On Thu, Jul 5, 2012 at 12:35 PM, Stan Hoeppner <stan@hardwarefreak.com> wrote:
On 7/5/2012 2:44 AM, Adrian M wrote:
Hi Stan, I know how to add drives to the storage and how to grow the existing filesystem, but such big filesystems are somehow new to mainstream linux. Yes, I know some university out there already have pentabytes filesystems, but right now stable linux systems have trouble formatting ext4 partition over 16T. All this is telling me that is safer to have two or tree smaller filesystems than a big one. Dovecot has a nice feature for this "Directory hashing" http://wiki.dovecot.org/MailLocation/
At 16TB+ scale with maildir you should be using XFS on kernel 3.x, not EXT4. Your performance will be significantly better, as in 30% or much more. The typical XFS filesystem in the wild today is 50TB+ and there are hundreds of XFS filesystems well over 100TB deployed around the world.

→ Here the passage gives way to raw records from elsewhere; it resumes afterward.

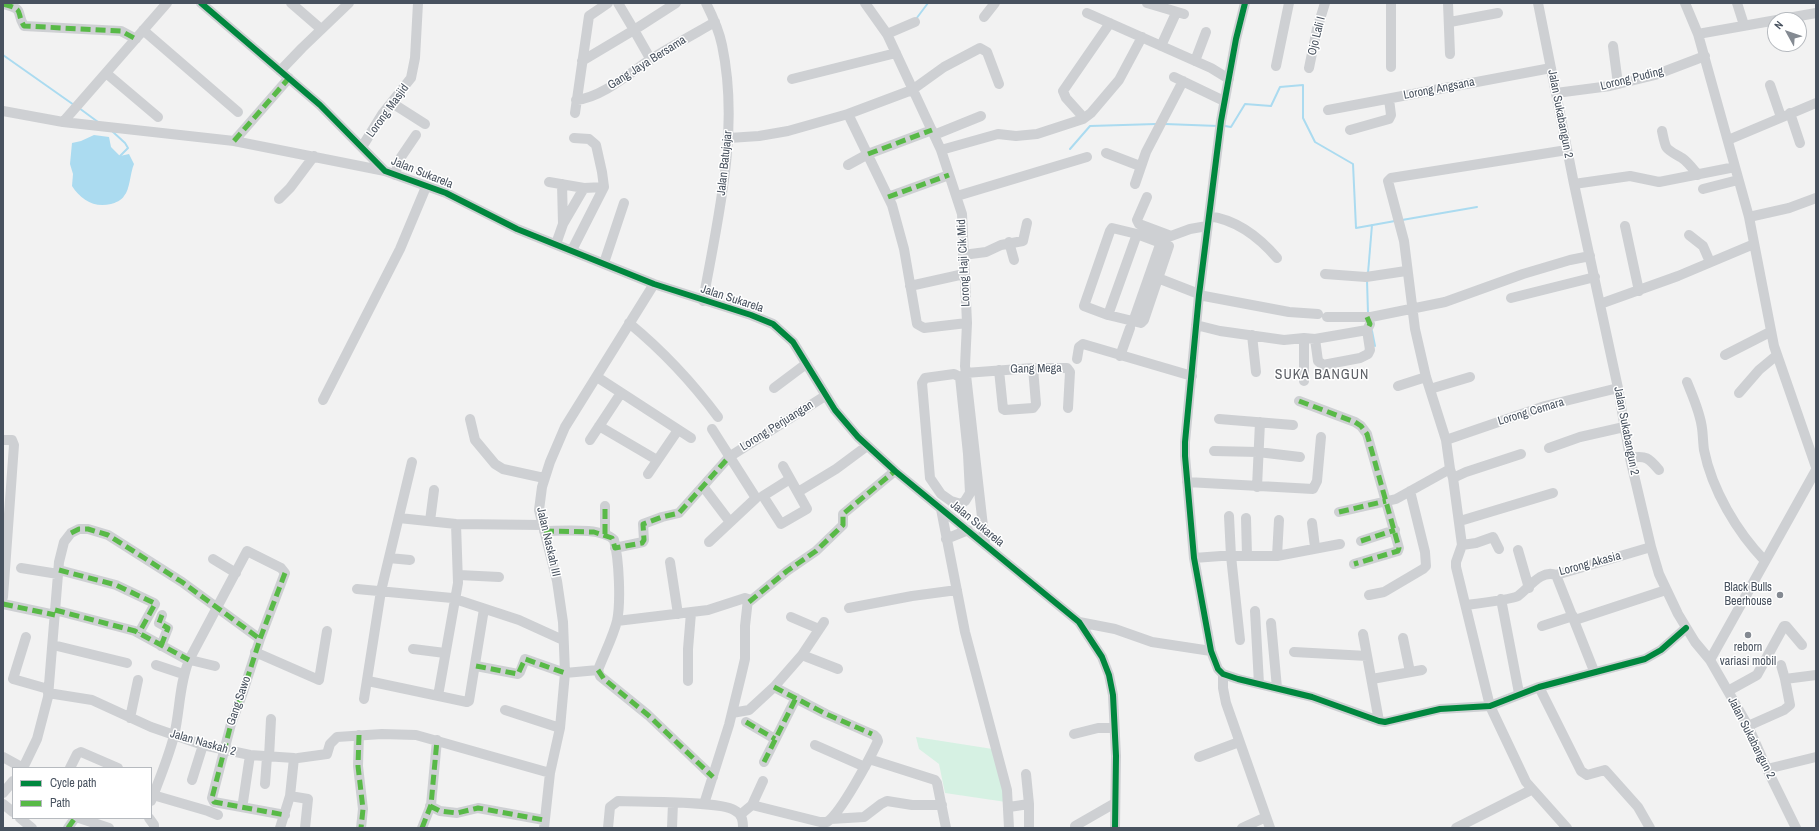 <!DOCTYPE html>
<html>
<head>
<meta charset="utf-8">
<style>
	body { margin:0 }
	#map { position:relative; width:1819px; height:831px; overflow:hidden; background:#f2f2f2; font-family:"Archivo Narrow",sans-serif }
	canvas { display:block }
	.frame { position:absolute; inset:0; border:4px solid #48525f; pointer-events:none }
	.legend { position:absolute; left:12px; top:767px; width:140px; height:52px; box-sizing:border-box; background:#fff; border:1px solid #b6babf; margin:0; padding:5px 7px; list-style:none; font-size:12px; color:#48525f }
	.legend li { display:flex; align-items:center; gap:8px; height:20px }
	.legend b { width:20px; border:1px solid #b6babf }
	.north { position:absolute; left:1767px; top:12px; width:40px; height:40px; box-sizing:border-box; background:#fff; border:1px solid #b6babf; border-radius:50%; rotate:310deg; font-size:11px; font-weight:700; line-height:16px; text-align:center; color:#48525f }
	.north::after { content:''; display:block; margin:auto; width:14px; height:18px; background:#848a92; clip-path:polygon(50% 0,100% 100%,50% 72%,0 100%) }
</style>
</head>
<body>
<div id="map">
<canvas width="1819" height="831"></canvas>
<div class="frame"></div>
<ul class="legend">
<li><b style="height:5px;background:#00873e"></b>Cycle path</li>
<li><b style="height:5px;background:#58b947"></b>Path</li>
</ul>
<div class="north">N</div>
</div>
<script>
const ctx = document.querySelector('canvas').getContext('2d');
ctx.lineJoin = 'round';
function fillPath(path, color) { ctx.fillStyle = color; ctx.fill(path, 'evenodd'); }
function strokePath(path, color, width, dash) { ctx.strokeStyle = color; ctx.lineWidth = width; ctx.lineCap = dash ? 'butt' : 'round'; ctx.setLineDash(dash || []); ctx.stroke(path); }
function label(font, color, halo, rows, align = 'center') {
  ctx.font = font + ' "Archivo Narrow",sans-serif'; ctx.lineWidth = 3; ctx.setLineDash([]); ctx.textBaseline = 'middle'; ctx.strokeStyle = halo; ctx.fillStyle = color; for (const [text, x, y, turn = 0] of rows) {
    ctx.save(); ctx.translate(x, y); ctx.rotate((+turn || 0) * Math.PI / 180); ctx.textAlign = isNaN(turn) ? turn : align; if (halo) ctx.strokeText(text, 0, 0); ctx.fillText(text, 0, 0); ctx.restore();
  }
}
fillPath(new Path2D(`
	M916 737 999 750 1006 802 945 793 939 764 919 749Z`), '#d6f1e3');
fillPath(new Path2D(`
	M94 135 109 137 111 147 120 156 129 154 134 164C130 173 130 190 124 196 122 200 115 203 111 204 94 208 81 200 72 186L73 174 70 164 72 143 81 141Z`), '#abdbf0');
strokePath(new Path2D(`
	M916 19 928 3
	M3 55 74 105
	M79 108 98 122
	M1165 124 1218 126
	M1225 126 1231 127 1245 104 1271 106 1280 87 1303 85V118L1315 142 1353 164 1356 228 1395 221
	M112 131 125 143 128 148 120 156
	M1070 149 1090 126 1156 124
	M1402 220 1477 207
	M1368 273 1372 225
	M1367 280 1368 313
	M1372 331 1375 346`), '#abdbf0', 2);
strokePath(new Path2D(`
	M201 3 320 105 385 171 446 193 517 229 654 284 751 315 773 324 793 342 835 410 858 437 895 471 1079 622 1102 657 1109 675 1113 695 1116 756 1115 828
	M291 3 321 29
	M618 3 634 30 676 3
	M865 3 887 34 934 135 941 150 962 214 967 323 965 366 985 544
	M1147 3 1184 14
	M1245 3 1236 39 1221 121 1199 295 1185 442V456L1194 558 1211 651 1218 669 1223 674 1238 679 1312 697 1379 721 1385 722 1440 709 1490 706 1539 687 1645 659 1661 650 1686 628
	M1448 3 1450 54
	M1538 3 1574 184 1618 388 1630 458 1651 547 1659 574 1678 614 1695 642 1710 660 1748 726 1767 769 1796 828
	M1685 3 1698 34 1749 217 1774 346 1816 467
	M1737 3 1744 25
	M3 4C26 10 15 11 24 26L121 31 136 39
	M1087 13 1211 68 1229 79
	M984 17 995 3
	M1450 22 1498 13
	M143 30 238 112
	M887 34 915 22
	M1698 34 1816 13
	M1161 46 1176 13
	M1613 46 1618 84
	M582 61 634 30 651 60
	M1195 61 1206 32
	M1276 66 1289 3
	M1391 67V3
	M1309 68 1317 29 1325 3
	M280 71 302 48 349 3
	M106 73 158 117
	M1174 77 1224 101
	M792 79 896 53
	M1770 85 1781 117
	M1556 93 1610 86 1655 75 1705 56
	M576 100C601 98 630 73 651 59 672 46 694 34 715 22
	M392 103 425 124
	M1328 110 1551 68
	M3 111 63 122 234 141 385 171
	M575 113 589 16 608 3
	M1790 113 1800 143
	M848 114 892 205 904 249 917 324 924 328 967 323
	M1084 118 1066 98 1063 91 1110 23
	M63 122 167 3
	M1350 130 1389 119 1391 115 1389 99
	M1662 131C1666 151 1665 148 1682 158 1688 162 1693 169 1698 175
	M934 135 981 116
	M729 138 759 136 788 131 848 114 912 90 944 67 980 48 987 52 999 84
	M1728 140 1816 103
	M234 141 289 78
	M362 147 383 113 411 78 415 58 418 3
	M941 150 998 134 1016 136 1037 134 1083 119 1091 113 1119 80 1142 37
	M1567 150 1391 178 1388 181 1404 241 1415 329 1426 377 1446 440 1450 469 1453 478 1462 545 1456 562V567L1490 706 1526 782 1567 828
	M1106 153 1140 166
	M848 165 868 154 932 130
	M395 175 399 160 416 135
	M549 182 584 188 604 187
	M1135 184 1146 152 1183 81
	M1574 184 1630 176 1659 182 1735 167
	M1703 189 1738 180
	M957 196 1087 157
	M888 197 949 175
	M1147 197 1137 220 1139 224 1171 236 1190 229 1207 226
	M279 199 290 188 314 156
	M1209 216C1237 220 1259 237 1277 258
	M1749 217 1789 208 1816 198
	M563 224 584 188
	M1625 226 1639 291
	M1112 228 1137 234 1169 246 1144 320 1141 323 1108 315 1084 306 1110 231Z
	M1689 235 1703 246 1710 262
	M1009 242 1014 260
	M556 244 563 224 562 184
	M572 250 604 187 602 172 596 145 589 139 574 138
	M963 255 986 252 1001 245 1023 241 1027 223
	M604 263 624 203
	M1325 274 1366 277 1406 271
	M1150 275 1204 296 1289 312 1318 314
	M910 286 964 274
	M1511 298 1595 277
	M703 301C718 217 740 130 722 45 719 30 713 17 706 3
	M1600 304 1678 276 1754 244
	M1108 315 1137 234
	M1327 317H1371L1445 302 1523 274 1570 260 1590 256
	M1133 322 1161 242
	M629 323C663 351 692 382 718 417
	M1196 325 1220 331 1284 340 1304 338 1315 339 1367 330
	M1252 335 1256 372
	M1304 338V381
	M1315 339 1318 361 1323 365 1360 358 1368 354 1370 350 1367 330 1370 324
	M1725 355 1770 332
	M1120 356 1130 328
	M1077 359 1079 347 1083 344 1192 376
	M999 370 1003 409 1005 410 1033 408 1036 404 1033 368
	M965 373 1033 368H1067L1070 372 1068 408
	M954 374 960 377 968 454 970 493 965 501 961 504 951 501 941 494 930 478 922 383 925 378Z
	M597 377 691 438
	M1687 382C1693 397 1700 412 1702 428 1703 435 1703 443 1704 450 1712 490 1737 532 1765 561
	M1398 386 1426 377
	M774 388 806 364
	M1430 389 1470 377
	M1739 393 1759 370 1777 355
	M323 400 400 249 426 187
	M1299 401 1355 422 1361 426 1367 434 1399 548 1398 551 1354 564
	M470 419 475 440 495 464 503 469 544 478
	M1219 419 1293 425
	M599 426 657 460
	M3 440H12L14 445 3 597
	M590 440 621 393
	M1446 440 1545 406 1618 388
	M1549 448 1580 437 1624 427
	M1214 451 1258 452 1300 457
	M1630 458C1646 455 1649 458 1659 470
	M783 466 807 509 781 524 763 496 790 479
	M648 474 678 430
	M1453 478 1466 472 1521 454
	M1187 482 1313 489 1317 481 1321 437
	M1257 487 1260 422
	M705 489 730 522
	M798 492 836 469 867 446
	M941 509 965 632 1007 790 1009 828
	M1339 512 1396 499 1450 469
	M1229 516 1231 556 1240 640
	M399 518 456 524 542 525
	M1246 518 1247 556
	M430 521 434 490
	M1460 521 1553 493
	M1312 523 1315 547
	M544 531C562 531 602 527 614 540 619 559 621 602 617 621 613 637 604 654 598 670L600 676 648 715 713 777
	M605 534V506
	M946 539 968 530
	M1361 541 1395 530
	M709 542 756 498 712 429
	M1462 545 1476 543 1493 537 1499 549
	M615 548 643 542 644 540 643 524 662 517 679 513 729 457 825 396
	M1518 550 1529 588
	M1277 556 1279 520
	M389 558 410 560
	M1194 558 1221 556H1277L1340 544
	M213 559 236 573
	M670 562 678 614
	M21 568 58 574
	M59 570 116 585 154 603 155 604 139 633
	M459 575 499 577
	M1556 575 1594 671
	M357 589 452 598 519 620 563 640
	M1369 595 1384 592 1423 569 1426 566 1425 552 1410 491
	M1501 599 1519 693
	M749 602 787 571 816 551 843 525V514L895 471
	M3 604 55 615
	M1466 605C1474 604 1513 599 1518 596 1529 588 1541 569 1556 575L1651 547
	M849 608 912 596 957 590
	M55 610 135 631 186 659 215 666
	M1255 611 1259 684
	M791 617 819 629
	M1575 620 1666 590
	M617 621 708 610 745 598 748 599 745 626V659L741 676 729 725 704 804
	M1079 622 1115 629 1152 642 1211 651
	M1271 623 1277 688
	M1542 626 1573 616
	M1363 634 1379 721
	M26 637 13 679 48 689
	M1403 638 1410 672
	M53 645 127 663
	M161 646 168 628 159 623 162 615
	M413 649 445 653
	M255 652 319 680 327 631
	M1294 652 1367 656
	M802 655 838 669
	M1710 660 1816 470
	M156 665 183 674
	M476 666 518 674 520 672 525 659 565 673 598 670
	M1223 674V688L1226 703 1270 828
	M1372 679 1422 670
	M1785 679 1816 675
	M368 681 467 702 469 701 484 609
	M688 681V649L691 613
	M1539 687 1581 771 1587 775 1605 770 1638 807 1650 828
	M1728 691 1757 675 1784 626H1786L1802 645
	M48 693 92 700 151 727 203 745 250 755 294 758 290 796 280 828
	M438 696 458 583 456 524
	M364 699 381 591 412 462
	M505 710 560 728
	M732 713 749 710 774 687 802 655 824 622
	M130 718 138 680
	M746 722 775 739
	M1748 726 1784 710 1790 705 1785 679 1781 665
	M1074 734 1098 728H1114
	M359 735 358 766 363 809 361 828
	M815 745 865 767
	M3 757 23 768
	M269 757 271 719
	M1199 757 1239 742
	M298 758 327 754 330 744 337 737 382 734 416 735 550 773
	M869 759 935 780 937 783 946 828
	M764 762 796 698
	M23 768 37 739 48 697 59 562 64 542 71 533 79 529H88L108 535 182 582 260 639
	M70 768 77 754 81 752 118 768
	M1767 769 1816 757
	M1026 774 1029 804V828
	M192 780 203 745
	M265 784 267 757
	M3 793 13 781
	M153 795 208 811 218 815
	M290 796 308 799 305 828
	M151 801C159 780 168 759 174 736 180 711 179 685 189 660L247 551 281 568 285 573 260 639 242 695 231 724 212 798 214 802 285 815
	M243 802 250 755
	M3 804 13 812
	M752 805 820 822H827C841 813 870 758 878 741L877 738 874 735 826 714 774 687
	M430 806 440 811 457 813 478 808 544 820
	M1009 807 1029 804
	M740 815 752 805 763 781
	M20 818 32 828
	M79 818 109 828
	M149 818 154 825V828
	M831 819 864 817 881 804 887 801 912 805H942
	M1075 826 1115 803
	M68 828 75 818
	M422 828 431 805 437 740
	M544 828 550 773 560 728 565 673 563 622 557 581 539 510 542 487 550 462 565 427 654 284
	M608 828 610 807 618 801C639 802 720 801 734 810 742 814 743 820 743 828
	M672 828 673 803
	M1242 828 1266 817
	M1456 828 1531 790`), '#ced0d3', 10);
strokePath(new Path2D(`
	M3 4C26 10 15 11 24 26L121 31 136 39
	M234 141 289 78
	M868 154 932 130
	M888 197 949 175
	M1367 317 1370 324 1367 330
	M1299 401 1355 422 1361 426 1367 434 1399 548 1398 551 1354 564
	M1339 512 1386 501
	M544 531 594 532 612 538 615 548 642 543 644 540 643 524 662 517 679 513 729 457
	M71 533 79 529H88L108 535 182 582 260 639
	M605 534V506
	M1361 541 1395 530
	M59 570 116 585 154 603 155 604 139 633
	M285 573 260 639 242 695 231 724 212 798 214 802 285 815
	M749 602 787 571 816 551 843 525V514L895 471
	M3 604 55 615
	M55 610 135 631 189 660
	M161 646 168 628 159 623 162 615
	M476 666 518 674 525 659 565 673
	M598 670 604 679 648 715 713 777
	M774 687 826 714 872 734
	M746 722 775 739
	M359 735 358 766 363 809 361 828
	M764 762 796 698
	M430 806 440 811 457 813 478 808 544 820
	M68 828 75 818
	M422 828 431 805 437 740`), '#58b947', 5, [10, 5]);
strokePath(new Path2D(`
	M201 3 320 105 385 171 446 193 517 229 654 284 751 315 773 324 793 342 835 410 858 437 895 471 1079 622 1102 657 1109 675 1113 695 1116 756 1115 828
	M1245 3 1236 39 1221 121 1199 295 1185 442V456L1194 558 1211 651 1218 669 1223 674 1238 679 1312 697 1379 721 1385 722 1440 709 1490 706 1539 687 1645 659 1661 650 1686 628`), '#00873e', 6);
for (const [x, y, r, color] of [
	[1780,595,4,"#848a92"],
	[1748,635,4,"#848a92"]
]) { const dot = new Path2D(); dot.arc(x, y, r, 0, 2 * Math.PI); ctx.fillStyle = color; ctx.fill(dot); strokePath(dot, '#fff', 1.5); }
label('12px', '#48525f', '#fff', [
	["Ojo Lali I",1317,36,-76],
	["Gang Jaya Bersama",647,63,-32],
	["Lorong Puding",1632,79,-14],
	["Lorong Angsana",1439,89,-11],
	["Lorong Masjid",388,111,-54],
	["Jalan Sukabangun 2",1560,114,79],
	["Jalan Batujajar",725,163,-84],
	["Jalan Sukarela",422,173,22],
	["Lorong Haji Cik Mid",964,263,-93],
	["Jalan Sukarela",732,299,18],
	["Gang Mega",1036,369,-1],
	["Lorong Cemara",1531,412,-17],
	["Lorong Perjuangan",777,426,-32],
	["Jalan Sukabangun 2",1626,431,79],
	["Jalan Sukarela",977,524,39],
	["Jalan Naskah III",548,542,77],
	["Lorong Akasia",1590,564,-15],
	["Gang Sawo",239,701,-71],
	["Jalan Sukabangun 2",1751,738,63],
	["Jalan Naskah 2",203,743,16]
]);
label('12px', '#48525f', '#fff', [
	["Black Bulls",1772,588],
	["Beerhouse",1772,602],
	["reborn",1748,648,"center"],
	["variasi mobil",1748,662,"center"]
], 'right');
ctx.letterSpacing = '1px';
label('14px', '#5d6066', '#fff', [
	["SUKA BANGUN",1322,375]
]);
ctx.letterSpacing = '0px';
</script>
</body>
</html>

NASA has XFS filesystems of 380TB and 535TB, and also has multiple 1PB+ CXFS (cluster XFS) filesystems. 20TB is a tiny snack for XFS, 500TB is lunch, 1PB is a big supper. A single XFS can scale to 16 Exabytes, or 1 million terabytes, though the largest deployed so far that I'm aware of is NASA's 535TB XFS. It'll scale to anything you'll ever throw at it, and much more.
What I don't know is a nice way to migrate from a single directory no hashing to more than one and hashing.
It's a good time to migrate to XFS.
-- Stan
Hi Stan, I already have xfs, and kernel 3.x. Switching from kernel 2.6.x to 3.x a couple months ago did indeed decrease the iops number.